64 bytes from 10.0.13.1: icmp_seq=1 ttl=64 time=0.591 ms
--- 10.0.13.1 ping statistics ---
1 packets transmitted, 1 received, 0% packet loss, time 0ms
rtt min/avg/max/mdev = 0.591/0.591/0.591/0.000 ms
pim@vpp-west:~$ vppctl show interface
Name Idx State MTU (L3/IP4/IP6/MPLS) Counter Count
GigabitEthernet7/0/0 1 up 1500/0/0/0 rx packets 4
rx bytes 268
tx packets 14
tx bytes 1140
drops 2
ip4 2
local0 0 down 0/0/0/0
tap1 2 up 9000/0/0/0 rx packets 10
rx bytes 796
tx packets 2
tx bytes 140
ip4 1
ip6 8
pim@vpp-west:~$ vppctl show interface address
GigabitEthernet7/0/0 (up):
L3 10.0.13.2/30
L3 2001:db8::1/64
local0 (dn):
tap1 (up):
As can be seen above, setting the link state up, setting the MTU, adding an address were all captured by the Linux NL plugin and applied in the dataplane. Further to this, the Linux NL plugin also synchronizes route updates into the forwarding information base (or FIB) of the dataplane:
pim@vpp-west:~$ sudo ip netns exec dataplane ip route add 100.65.0.0/24 via 10.0.13.1
pim@vpp-west:~$ vppctl show ip fib 100.65.0.0
ipv4-VRF:0, fib_index:0, flow hash:[src dst sport dport proto flowlabel ] epoch:0 flags:none locks:[adjacency:1, default-route:1, lcp-rt:1, ]

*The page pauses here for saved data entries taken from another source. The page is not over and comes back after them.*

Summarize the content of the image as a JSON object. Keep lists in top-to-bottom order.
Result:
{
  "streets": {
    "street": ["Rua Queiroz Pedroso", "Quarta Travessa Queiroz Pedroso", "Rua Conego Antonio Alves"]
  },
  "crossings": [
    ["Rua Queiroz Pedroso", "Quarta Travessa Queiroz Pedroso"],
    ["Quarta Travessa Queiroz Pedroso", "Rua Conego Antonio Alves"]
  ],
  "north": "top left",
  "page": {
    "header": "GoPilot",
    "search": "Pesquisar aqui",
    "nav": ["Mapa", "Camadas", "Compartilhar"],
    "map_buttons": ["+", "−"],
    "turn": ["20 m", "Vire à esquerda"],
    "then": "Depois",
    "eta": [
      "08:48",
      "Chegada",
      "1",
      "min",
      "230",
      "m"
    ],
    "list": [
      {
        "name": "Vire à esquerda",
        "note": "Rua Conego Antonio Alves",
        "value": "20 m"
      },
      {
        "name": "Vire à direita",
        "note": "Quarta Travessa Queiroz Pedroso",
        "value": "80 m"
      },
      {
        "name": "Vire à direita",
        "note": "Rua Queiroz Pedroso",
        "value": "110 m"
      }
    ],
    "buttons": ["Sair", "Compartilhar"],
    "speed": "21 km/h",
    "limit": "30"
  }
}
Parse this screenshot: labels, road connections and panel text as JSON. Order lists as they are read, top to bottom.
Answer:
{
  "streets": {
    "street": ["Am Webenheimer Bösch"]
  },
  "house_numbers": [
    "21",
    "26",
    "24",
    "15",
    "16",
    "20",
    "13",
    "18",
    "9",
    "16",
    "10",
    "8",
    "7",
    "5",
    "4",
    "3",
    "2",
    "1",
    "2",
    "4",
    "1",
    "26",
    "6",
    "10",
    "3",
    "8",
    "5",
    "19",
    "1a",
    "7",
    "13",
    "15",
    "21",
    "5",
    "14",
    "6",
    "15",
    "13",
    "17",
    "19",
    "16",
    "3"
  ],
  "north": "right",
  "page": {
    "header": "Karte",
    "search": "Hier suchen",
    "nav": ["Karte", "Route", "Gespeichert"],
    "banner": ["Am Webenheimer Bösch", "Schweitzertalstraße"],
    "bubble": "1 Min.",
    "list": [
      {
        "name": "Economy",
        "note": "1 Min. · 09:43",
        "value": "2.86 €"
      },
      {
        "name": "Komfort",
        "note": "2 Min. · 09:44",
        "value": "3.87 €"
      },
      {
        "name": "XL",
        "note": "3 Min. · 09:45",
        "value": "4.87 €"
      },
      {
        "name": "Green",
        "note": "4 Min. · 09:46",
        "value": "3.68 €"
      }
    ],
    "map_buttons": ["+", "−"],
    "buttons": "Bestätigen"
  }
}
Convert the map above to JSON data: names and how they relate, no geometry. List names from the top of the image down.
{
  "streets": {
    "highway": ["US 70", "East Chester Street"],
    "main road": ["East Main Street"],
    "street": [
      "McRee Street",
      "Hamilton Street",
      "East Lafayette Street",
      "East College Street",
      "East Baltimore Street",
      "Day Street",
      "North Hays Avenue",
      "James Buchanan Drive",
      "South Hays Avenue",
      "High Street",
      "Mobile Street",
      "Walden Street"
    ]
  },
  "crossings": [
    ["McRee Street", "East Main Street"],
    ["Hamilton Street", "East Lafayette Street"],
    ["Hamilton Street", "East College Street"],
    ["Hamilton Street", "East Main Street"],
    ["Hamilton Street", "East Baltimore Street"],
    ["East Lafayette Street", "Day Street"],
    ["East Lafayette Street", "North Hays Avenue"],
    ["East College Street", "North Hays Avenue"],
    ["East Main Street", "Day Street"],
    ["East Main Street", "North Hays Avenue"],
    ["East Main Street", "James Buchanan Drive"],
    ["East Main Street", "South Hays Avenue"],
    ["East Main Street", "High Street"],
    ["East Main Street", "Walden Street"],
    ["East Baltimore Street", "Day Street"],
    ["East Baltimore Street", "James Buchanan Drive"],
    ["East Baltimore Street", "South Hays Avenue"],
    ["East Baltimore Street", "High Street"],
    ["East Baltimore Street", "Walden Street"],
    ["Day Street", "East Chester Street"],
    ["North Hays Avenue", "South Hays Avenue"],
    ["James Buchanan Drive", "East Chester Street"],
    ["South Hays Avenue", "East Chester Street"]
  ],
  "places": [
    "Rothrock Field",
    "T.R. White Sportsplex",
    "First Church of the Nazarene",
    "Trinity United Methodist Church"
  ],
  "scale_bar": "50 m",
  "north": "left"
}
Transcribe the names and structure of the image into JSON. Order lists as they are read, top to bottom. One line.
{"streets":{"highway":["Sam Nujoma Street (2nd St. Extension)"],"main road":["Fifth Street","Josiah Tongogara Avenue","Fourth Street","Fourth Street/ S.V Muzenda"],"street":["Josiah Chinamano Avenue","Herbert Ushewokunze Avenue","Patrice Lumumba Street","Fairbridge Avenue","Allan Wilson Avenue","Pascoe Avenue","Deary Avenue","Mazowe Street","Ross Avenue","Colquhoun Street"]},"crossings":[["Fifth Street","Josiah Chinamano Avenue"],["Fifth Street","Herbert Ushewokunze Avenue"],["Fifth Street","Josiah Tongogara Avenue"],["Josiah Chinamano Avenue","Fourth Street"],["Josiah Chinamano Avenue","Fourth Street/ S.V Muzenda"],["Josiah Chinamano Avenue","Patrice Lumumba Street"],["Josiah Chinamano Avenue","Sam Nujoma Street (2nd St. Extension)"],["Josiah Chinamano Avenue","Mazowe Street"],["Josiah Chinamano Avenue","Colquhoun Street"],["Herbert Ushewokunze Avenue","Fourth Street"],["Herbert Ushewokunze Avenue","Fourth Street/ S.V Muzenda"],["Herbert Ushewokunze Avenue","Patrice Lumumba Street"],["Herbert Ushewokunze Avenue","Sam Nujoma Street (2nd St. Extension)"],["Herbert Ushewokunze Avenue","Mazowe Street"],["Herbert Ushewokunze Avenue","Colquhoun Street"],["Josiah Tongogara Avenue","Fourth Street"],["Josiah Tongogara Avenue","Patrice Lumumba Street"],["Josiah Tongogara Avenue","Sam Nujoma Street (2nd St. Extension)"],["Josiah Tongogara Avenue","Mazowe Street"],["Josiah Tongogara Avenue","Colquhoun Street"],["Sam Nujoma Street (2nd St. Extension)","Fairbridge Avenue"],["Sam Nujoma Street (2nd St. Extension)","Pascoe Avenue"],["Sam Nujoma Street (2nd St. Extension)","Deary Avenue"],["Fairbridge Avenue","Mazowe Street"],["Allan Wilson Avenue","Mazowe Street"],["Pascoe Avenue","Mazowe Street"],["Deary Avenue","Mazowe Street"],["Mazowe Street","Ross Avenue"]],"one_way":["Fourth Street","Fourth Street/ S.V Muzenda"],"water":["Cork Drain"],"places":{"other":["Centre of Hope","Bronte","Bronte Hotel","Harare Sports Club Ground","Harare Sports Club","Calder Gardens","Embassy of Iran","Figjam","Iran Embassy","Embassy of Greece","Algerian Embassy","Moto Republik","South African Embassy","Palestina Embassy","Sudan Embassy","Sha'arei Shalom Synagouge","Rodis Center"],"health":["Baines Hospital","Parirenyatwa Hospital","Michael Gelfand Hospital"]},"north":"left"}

100.65.0.0/24 fib:0 index:15 locks:2
lcp-rt refs:1 src-flags:added,contributing,active,
path-list:[27] locks:2 flags:shared, uPRF-list:19 len:1 itfs:[1, ]
path:[34] pl-index:27 ip4 weight=1 pref=0 attached-nexthop: oper-flags:resolved,
10.0.13.1 GigabitEthernet7/0/0
[@0]: ipv4 via 10.0.13.1 GigabitEthernet7/0/0: mtu:1500 next:5 flags:[] 52540015f82a5254008a0e970800
Note: I built the code for VPP v21.06 including the Linux CP and Linux NL plugins at tag 21.06-rc0~476-g41cf6e23d
on Debian Buster for the rest of this project, to match the operating system in use on Coloclue routers. I did this without additional modifications (even though I must admit, I do know of a few code paths in the netlink handler that still trigger a crash, and I have a few fixes in my client at home, so I’ll be careful to avoid the pitfalls for now :-).
2. Isolating a Device Under Test
Coloclue has several routers, so to ensure that the traffic traverses only the one router under test, I decided to use an allocated but currently unused IPv4 prefix and announce that only from one of the four routers, so that all traffic to and from that /24 goes over that router. Coloclue uses a piece of software called Kees, a set of Python and Jinja2 scripts to generate a Bird1.6 configuration for each router. This is great because that allows me to add a small feature to get what I need: beacons.
A beacon is a prefix that is sent to (some, or all) peers on the internet to attract traffic in a particular way. I added a function called is_coloclue_beacon()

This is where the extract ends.